A metalinguagem que Reggie frequentemente menciona, com analogias a Orson Welles e A Marca da Maldade, por exemplo, adiciona ao roteiro, mais uma vez, a inteligência da conexão entre mundos cinematográficos, que, na verdade, nada mais são do que simbióticos. Independentemente do reconhecimento dessas referências e do bom uso das falas, o longa-metragem se estende em um segundo ato que infere propositalmente um ciclo que parece infindável. As distintas maneiras que Max arranja para acabar com a vida de Duke soam como novidade no primeiro estabelecimento, mas posteriormente, já instalado o pretexto, as repetem de formas não tão criativas.

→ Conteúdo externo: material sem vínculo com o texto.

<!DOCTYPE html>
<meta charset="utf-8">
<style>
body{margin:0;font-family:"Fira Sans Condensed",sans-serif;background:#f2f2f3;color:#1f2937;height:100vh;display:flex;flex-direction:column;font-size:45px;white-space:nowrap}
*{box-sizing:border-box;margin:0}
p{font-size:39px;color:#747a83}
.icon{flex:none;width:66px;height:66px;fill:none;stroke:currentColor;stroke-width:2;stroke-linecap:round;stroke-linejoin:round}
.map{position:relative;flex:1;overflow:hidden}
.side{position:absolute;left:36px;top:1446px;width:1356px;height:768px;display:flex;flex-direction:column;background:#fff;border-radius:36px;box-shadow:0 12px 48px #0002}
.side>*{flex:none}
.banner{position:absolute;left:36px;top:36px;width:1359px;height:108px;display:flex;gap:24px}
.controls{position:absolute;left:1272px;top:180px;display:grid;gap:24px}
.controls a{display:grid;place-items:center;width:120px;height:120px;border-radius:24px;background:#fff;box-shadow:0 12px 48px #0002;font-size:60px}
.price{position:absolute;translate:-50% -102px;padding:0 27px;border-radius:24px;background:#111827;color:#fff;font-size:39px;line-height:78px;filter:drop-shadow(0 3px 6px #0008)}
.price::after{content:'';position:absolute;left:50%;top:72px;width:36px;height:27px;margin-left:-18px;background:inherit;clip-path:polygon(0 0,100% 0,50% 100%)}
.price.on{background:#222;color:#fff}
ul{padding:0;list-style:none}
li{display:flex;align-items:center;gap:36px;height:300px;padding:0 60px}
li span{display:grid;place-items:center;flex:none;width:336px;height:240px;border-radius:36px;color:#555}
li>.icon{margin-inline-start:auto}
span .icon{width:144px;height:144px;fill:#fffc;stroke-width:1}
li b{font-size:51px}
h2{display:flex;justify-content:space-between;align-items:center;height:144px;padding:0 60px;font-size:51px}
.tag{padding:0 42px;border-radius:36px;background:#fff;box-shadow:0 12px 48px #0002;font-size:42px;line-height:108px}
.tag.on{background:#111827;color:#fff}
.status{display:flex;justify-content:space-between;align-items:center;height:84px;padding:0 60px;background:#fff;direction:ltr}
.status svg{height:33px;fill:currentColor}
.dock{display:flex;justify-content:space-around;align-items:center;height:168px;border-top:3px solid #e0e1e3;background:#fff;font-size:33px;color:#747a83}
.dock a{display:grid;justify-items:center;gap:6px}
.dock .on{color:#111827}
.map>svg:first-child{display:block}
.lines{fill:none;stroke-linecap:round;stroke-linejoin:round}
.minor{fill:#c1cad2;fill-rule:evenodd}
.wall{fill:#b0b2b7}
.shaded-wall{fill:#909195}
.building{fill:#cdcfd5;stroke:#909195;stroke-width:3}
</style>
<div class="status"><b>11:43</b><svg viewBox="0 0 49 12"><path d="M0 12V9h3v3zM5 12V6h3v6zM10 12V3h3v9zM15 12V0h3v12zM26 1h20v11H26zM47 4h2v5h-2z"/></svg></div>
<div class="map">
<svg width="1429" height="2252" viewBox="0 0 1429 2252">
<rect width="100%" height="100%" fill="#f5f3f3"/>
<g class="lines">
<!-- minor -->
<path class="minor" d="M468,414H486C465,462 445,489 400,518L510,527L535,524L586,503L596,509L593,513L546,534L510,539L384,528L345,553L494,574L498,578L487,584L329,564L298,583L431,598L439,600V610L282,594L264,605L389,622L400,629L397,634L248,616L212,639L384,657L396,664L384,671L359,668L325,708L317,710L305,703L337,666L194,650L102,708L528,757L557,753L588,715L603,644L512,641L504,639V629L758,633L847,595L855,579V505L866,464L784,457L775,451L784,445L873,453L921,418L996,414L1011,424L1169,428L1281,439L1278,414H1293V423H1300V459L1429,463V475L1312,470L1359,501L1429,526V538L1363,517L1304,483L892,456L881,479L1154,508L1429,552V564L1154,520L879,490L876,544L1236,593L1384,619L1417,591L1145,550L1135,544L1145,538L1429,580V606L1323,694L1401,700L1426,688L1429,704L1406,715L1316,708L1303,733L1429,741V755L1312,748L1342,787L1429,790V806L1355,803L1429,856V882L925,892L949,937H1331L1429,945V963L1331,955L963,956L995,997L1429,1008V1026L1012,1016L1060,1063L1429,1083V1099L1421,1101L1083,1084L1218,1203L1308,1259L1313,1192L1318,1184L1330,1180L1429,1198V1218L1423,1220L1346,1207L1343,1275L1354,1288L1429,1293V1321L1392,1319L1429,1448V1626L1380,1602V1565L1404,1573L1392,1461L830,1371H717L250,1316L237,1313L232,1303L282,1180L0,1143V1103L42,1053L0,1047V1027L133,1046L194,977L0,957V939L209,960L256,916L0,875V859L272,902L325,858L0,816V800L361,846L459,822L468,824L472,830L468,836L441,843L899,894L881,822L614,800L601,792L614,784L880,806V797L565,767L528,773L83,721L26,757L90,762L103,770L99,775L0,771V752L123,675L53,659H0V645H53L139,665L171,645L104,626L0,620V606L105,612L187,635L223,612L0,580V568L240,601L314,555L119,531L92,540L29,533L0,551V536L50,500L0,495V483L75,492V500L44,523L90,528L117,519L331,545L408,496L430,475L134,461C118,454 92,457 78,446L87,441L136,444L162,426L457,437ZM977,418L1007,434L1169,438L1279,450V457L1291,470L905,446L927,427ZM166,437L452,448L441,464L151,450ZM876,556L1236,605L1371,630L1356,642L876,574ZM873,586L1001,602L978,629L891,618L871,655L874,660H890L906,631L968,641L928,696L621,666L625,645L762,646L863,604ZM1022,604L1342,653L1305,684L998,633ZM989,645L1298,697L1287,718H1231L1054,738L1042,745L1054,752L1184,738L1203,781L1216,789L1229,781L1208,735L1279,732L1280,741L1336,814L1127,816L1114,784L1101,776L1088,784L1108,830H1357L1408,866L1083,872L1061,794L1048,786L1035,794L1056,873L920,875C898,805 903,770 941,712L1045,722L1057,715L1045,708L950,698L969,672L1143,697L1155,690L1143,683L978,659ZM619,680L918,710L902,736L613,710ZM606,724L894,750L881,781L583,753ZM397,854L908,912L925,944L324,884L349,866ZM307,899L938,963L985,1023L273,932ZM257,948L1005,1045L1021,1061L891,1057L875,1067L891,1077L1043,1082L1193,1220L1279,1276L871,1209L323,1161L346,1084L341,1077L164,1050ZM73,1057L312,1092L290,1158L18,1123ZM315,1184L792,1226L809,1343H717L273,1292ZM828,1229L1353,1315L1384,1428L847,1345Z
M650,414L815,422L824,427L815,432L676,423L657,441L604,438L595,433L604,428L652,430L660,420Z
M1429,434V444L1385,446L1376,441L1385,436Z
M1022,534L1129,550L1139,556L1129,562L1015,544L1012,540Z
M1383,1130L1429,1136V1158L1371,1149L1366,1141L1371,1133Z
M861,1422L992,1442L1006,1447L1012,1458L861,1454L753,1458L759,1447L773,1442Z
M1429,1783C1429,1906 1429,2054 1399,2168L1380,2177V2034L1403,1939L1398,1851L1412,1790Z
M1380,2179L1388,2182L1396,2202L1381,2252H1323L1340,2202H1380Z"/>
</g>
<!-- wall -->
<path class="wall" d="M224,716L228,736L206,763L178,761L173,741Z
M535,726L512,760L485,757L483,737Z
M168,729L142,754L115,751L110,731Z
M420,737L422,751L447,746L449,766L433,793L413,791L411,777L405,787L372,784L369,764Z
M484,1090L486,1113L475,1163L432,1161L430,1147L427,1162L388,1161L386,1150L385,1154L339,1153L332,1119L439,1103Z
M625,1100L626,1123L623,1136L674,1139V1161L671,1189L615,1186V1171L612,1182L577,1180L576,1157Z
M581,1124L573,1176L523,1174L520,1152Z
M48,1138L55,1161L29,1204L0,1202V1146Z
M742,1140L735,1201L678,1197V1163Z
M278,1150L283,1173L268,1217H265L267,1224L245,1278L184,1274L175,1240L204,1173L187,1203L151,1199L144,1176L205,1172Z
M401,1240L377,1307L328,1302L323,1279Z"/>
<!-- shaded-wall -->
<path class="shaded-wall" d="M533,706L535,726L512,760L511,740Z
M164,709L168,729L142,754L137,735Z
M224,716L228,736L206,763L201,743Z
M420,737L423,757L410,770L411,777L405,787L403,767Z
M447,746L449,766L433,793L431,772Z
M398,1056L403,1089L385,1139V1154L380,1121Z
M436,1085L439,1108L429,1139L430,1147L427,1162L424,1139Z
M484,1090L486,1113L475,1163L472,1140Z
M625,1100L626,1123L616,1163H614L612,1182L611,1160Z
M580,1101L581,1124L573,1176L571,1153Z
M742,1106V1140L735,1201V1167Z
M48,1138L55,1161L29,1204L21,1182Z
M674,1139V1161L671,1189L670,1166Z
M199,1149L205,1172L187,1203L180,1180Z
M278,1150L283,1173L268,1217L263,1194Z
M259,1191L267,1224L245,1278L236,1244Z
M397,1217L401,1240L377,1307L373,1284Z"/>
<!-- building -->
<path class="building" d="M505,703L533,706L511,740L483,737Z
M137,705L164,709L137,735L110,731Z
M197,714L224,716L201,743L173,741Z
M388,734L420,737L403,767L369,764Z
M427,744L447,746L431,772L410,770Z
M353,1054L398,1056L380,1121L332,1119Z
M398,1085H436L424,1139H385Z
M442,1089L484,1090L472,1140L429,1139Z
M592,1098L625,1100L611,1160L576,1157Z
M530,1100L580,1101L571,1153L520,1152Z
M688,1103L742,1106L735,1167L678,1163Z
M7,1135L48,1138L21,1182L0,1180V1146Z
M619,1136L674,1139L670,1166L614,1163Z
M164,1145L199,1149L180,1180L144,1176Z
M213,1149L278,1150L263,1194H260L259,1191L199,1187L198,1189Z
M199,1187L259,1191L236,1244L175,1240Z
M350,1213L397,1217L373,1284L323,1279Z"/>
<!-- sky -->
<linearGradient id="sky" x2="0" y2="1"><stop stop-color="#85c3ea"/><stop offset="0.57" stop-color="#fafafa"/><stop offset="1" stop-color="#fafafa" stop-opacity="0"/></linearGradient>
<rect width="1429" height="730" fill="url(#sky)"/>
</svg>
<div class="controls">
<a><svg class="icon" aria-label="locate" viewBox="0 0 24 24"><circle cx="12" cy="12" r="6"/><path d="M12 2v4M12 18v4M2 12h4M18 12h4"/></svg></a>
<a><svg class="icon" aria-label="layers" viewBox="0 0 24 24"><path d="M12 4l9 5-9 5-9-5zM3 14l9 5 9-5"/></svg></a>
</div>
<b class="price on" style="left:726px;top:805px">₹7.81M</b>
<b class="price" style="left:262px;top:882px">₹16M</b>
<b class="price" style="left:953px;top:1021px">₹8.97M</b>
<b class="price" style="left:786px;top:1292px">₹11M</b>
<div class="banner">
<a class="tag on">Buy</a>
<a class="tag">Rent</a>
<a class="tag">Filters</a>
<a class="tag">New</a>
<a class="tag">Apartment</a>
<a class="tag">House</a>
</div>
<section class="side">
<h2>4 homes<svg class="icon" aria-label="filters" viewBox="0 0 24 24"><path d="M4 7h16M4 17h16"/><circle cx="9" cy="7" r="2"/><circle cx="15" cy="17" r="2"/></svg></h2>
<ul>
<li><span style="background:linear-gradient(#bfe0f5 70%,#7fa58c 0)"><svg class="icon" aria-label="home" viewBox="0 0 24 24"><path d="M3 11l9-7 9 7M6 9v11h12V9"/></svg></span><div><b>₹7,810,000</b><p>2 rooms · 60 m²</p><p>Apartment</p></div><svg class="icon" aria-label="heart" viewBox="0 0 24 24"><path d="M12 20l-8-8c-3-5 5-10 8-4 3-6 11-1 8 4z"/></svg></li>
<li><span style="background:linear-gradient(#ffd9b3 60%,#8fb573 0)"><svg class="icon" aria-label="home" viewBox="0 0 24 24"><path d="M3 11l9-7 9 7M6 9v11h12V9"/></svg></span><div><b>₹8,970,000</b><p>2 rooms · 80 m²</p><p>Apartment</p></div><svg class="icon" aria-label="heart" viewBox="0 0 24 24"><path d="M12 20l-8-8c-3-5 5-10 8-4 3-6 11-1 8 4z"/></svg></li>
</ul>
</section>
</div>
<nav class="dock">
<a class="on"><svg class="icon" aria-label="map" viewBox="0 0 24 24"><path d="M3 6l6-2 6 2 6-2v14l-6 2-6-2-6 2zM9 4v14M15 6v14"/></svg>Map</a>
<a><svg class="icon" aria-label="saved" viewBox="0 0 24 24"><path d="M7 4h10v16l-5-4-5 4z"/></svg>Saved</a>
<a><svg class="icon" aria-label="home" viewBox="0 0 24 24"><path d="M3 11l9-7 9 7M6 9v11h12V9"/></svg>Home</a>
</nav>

A estética do cineasta George Gallo, igualmente comum, permite que alguns aspectos não sejam condizentes com o restante da obra, desunificando aquele todo bem pensado e juntando a ele sequências de credibilidade duvidosa, majoritariamente relacionadas ao heroísmo de Duke, e típicas de um filme de comédia qualquer. A fórmula repetitiva das circunstâncias forjadas para o personagem de Tommy Lee, que acompanha a gravação de uma película de velho oeste, com suas colorações terrenas na imagem e areias esvoaçantes, faz perder um fragmento do credo de que o resultado será competente.

Vigaristas em Hollywood é uma sátira sobre a vida no maior polo do cinema mundial. Cruel e excitante na mesma medida, vencer no meio audiovisual californiano traz para seus lutadores dilemas em volta de sua existência, seus desafios, expectativas, devaneios e de suas próprias durabilidades nesta Terra. De um jeito que mescla leveza, sarcasmo, comodidade e crítica, o filme pode classificar-se como um entretenimento com pitadas ácidas, mas não o suficiente para que questionamentos sejam mais fervorosos. Com aparência despretensiosa porém aprofundando-se comedidamente na psicologia de seus personagens, especialmente Duke e seus pensamentos negativos, a obra carrega a sensação de que há material para ir além. Mesmo tendo um segundo ato propenso às características de comédia em geral, ainda assim não é levado para um lado infantil. Alguns vislumbres até lembram essa particularidade, mas não é de fato sustentado. Posto que poucas inovações e convenções do gênero ocorrem, um elenco astronômico possui a capacidade de catapultar uma obra em seu objeto de crítica?